Thomas tried to duck under the same wave taken by Paul, but it was too strong. “I got pummeled, swept up and in,” Thomas recounts, “and as I came up, I saw Paul floating right at my feet, face down.”
Paul’s wife also saw him take the wave, knew immediately he was in trouble, and screamed for the lifeguard, who rang his horn signaling an emergency, sprang to his feet, and sprinted toward the water.
“I heard panic at the beach,” Thomas says, “because by that time, the lifeguard had already rung his horn. I could see the lifeguard running towards me, and God kicked in and said, Don’t move him.”
Thomas – also a former lifeguard – thought he would do more harm than good if he attempted to move Paul. “I thought, well, by the time he gets here, I’m way better off to let him do it properly than for me to move him and risk damage.”
This was the third miracle: that God placed someone next to him who understood the dangers of improperly moving someone with a spinal injury.
“It literally was probably five seconds by the time the lifeguard got there and started his maneuvers,” Thomas recounted. “When Paul came up, I thought he was dead, because he had blood dripping from his head, and he wasn’t breathing. He was just lying there, limp.”
The lifeguard carefully dragged Paul to the beach. “Maybe 10 or 15 seconds later, all of a sudden, he gulped for air,” Thomas said.
“I can’t feel anything,” Paul choked out, staring upward. “It feels like my head is disconnected from my body.
This verse came to the forefront of Paul’s mind:
They have lost connection with the head, from whom the whole body, supported and held together by its ligaments and sinews, grows as God causes it to grow. (Colossians 2:19)
Paul’s wife, Thomas, and others surrounding the limp body began to pray.
“Are you a Christian?” Paul asked the lifeguard, wondering if he would join in the prayers.
“Yes,” he replied.
“Would you mind laying hands on me and praying?” Paul said to those around him.
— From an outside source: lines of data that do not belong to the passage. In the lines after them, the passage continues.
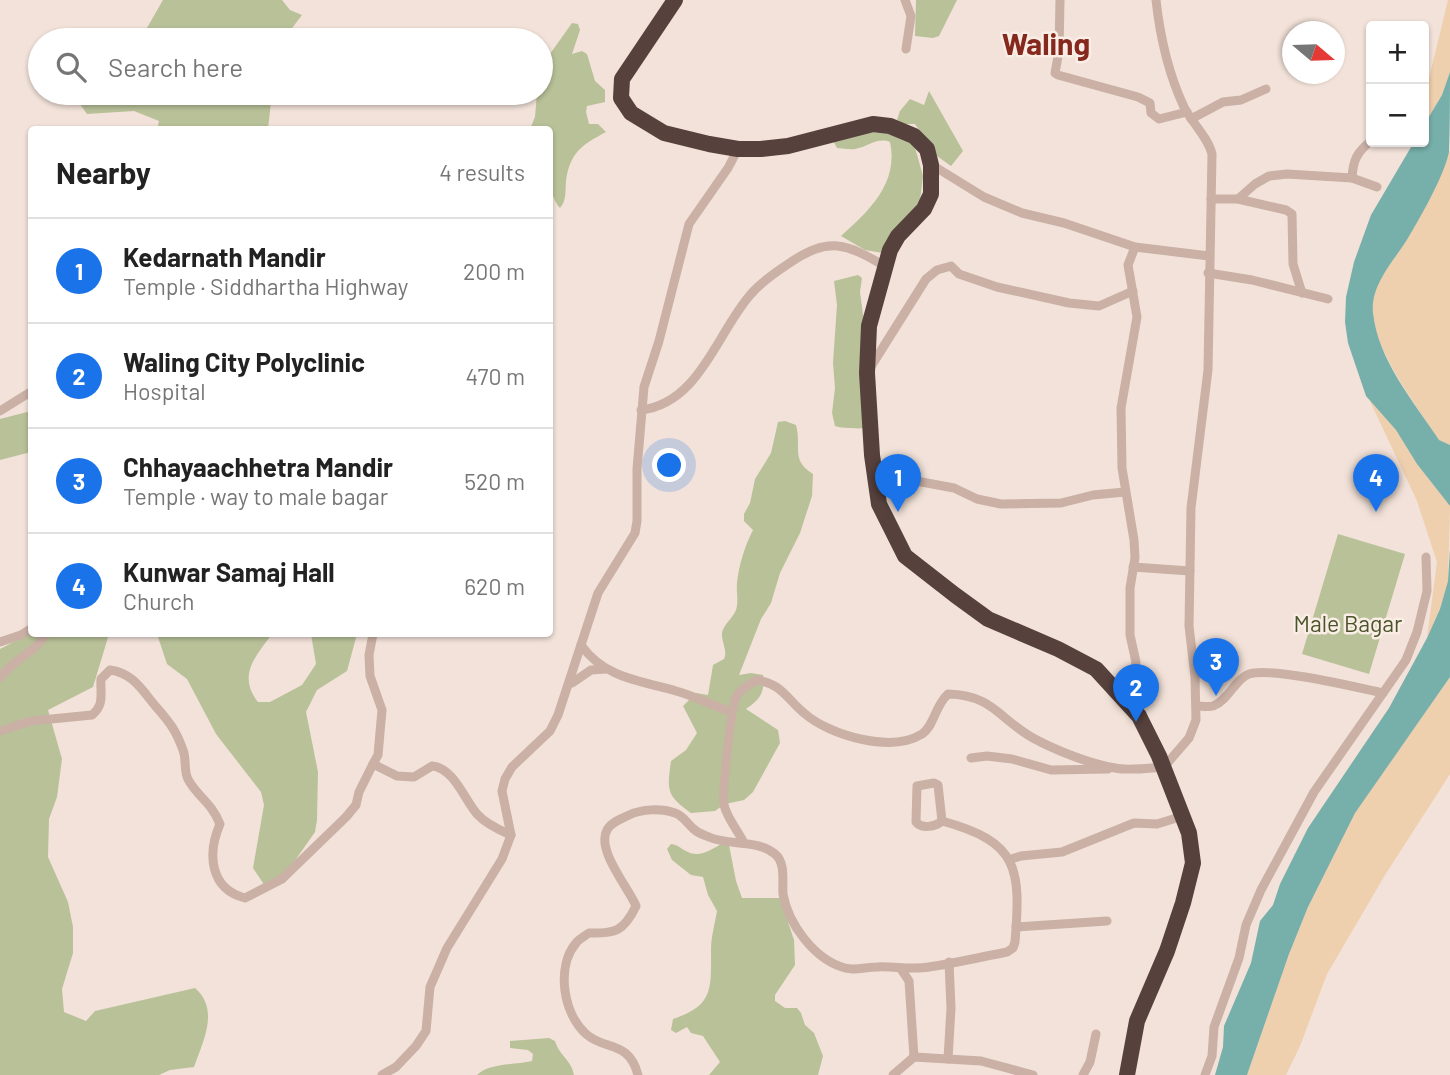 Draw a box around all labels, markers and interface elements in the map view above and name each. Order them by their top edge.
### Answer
north arrow [1282,21,1345,84]
map controls [1366,21,1429,147]
button: + [1366,21,1429,84]
district label: Waling [1002,25,1090,61]
search box [28,28,553,105]
icon: search [52,48,90,86]
text: Search here [108,51,243,82]
button: − [1366,84,1429,147]
text: Nearby [56,154,151,190]
text: 4 results [439,158,525,186]
text: Kedarnath Mandir [123,241,326,272]
text: 1 [75,257,83,285]
text: 200 m [463,257,525,285]
text: Temple · Siddhartha Highway [123,272,408,300]
text: Waling City Polyclinic [123,346,365,377]
text: 2 [73,362,85,390]
text: 470 m [466,362,525,390]
text: Hospital [123,377,206,405]
your location [652,448,686,482]
text: Chhayaachhetra Mandir [123,451,393,482]
pin: 1 [875,454,921,512]
pin: 4 [1353,454,1399,512]
text: 3 [73,467,85,495]
text: 520 m [464,467,525,495]
text: Temple · way to male bagar [123,482,388,510]
text: Kunwar Samaj Hall [123,556,335,587]
text: 4 [72,572,86,600]
text: 620 m [464,572,525,600]
text: Church [123,587,194,615]
park label: Male Bagar [1294,609,1403,637]
pin: 3 [1193,638,1239,696]
pin: 2 [1113,664,1159,722]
“I have a deep Christian faith,” Thomas reflects, “but I’ve never been someone that would lay their hands on someone to ask for healing. That was the first time I ever put my hands on a person asking for God to heal. And we did that.”
The lifeguard placed Paul on a spinal board and moved him further up the beach, placing an umbrella over him to shield the sun.
Then God smiled on Paul and a small answer to their prayers appeared – one of his toes began to wiggle.
“I did not feel my toes wiggling, but I felt my arms starting to hurt,” Paul recounts. “I relied 100% on my faith in God, that he had the best in his mind for me and I was fully in his hands.”
When the EMTs brought Paul to Kona Hospital, he was smiling, as captured in a photo his wife took. In addition to the “crazy peace” he had underwater, he had an assurance, that no matter the ultimate outcome of his injuries, he would enjoy eternal life with his Savior, Jesus Christ.
When Paul woke up the next morning, he asked the nurse if he could stand up.
The nurse looked at him with shock. “You can’t stand up; you’re paralyzed!” she exclaimed.
“I’d love to try to stand up,” he replied.
She called in a second nurse; they sat him up in bed and swung his legs around.
Then he amazed the nurses as more prayers were answered. “I was able to stand and walk my first steps,” Paul says. “I was not very strong — I was weak.”
Transferred by helicopter to a hospital in Honolulu, he underwent surgery to implant four screws to stabilize each side of his cervical (neck) vertebrae.
“I’m almost 100% restored except for thee fingers that are still numb,” he says. “I praise the Lord that he did not restore me 100% — and that may sound strange — but otherwise I would forget,” he says.
“I can do pretty much everything — with the exception of body surfing — I had to promise my wife.
A month after the accident, Paul met with a neurosurgeon in Dallas, Texas.
When the doctor viewed the MRI of his neck, he said, “Is this you, Mr. Meyer? Do you believe in God? People like you are either dead or fully paralyzed for the rest of their lives.”
Paul’s wife, with him at the appointment, could not hold back her tears. “I call it the spine miracle,” Paul says. “There’s just so much around my accident that is amazing. The power of prayer is just unbelievable.”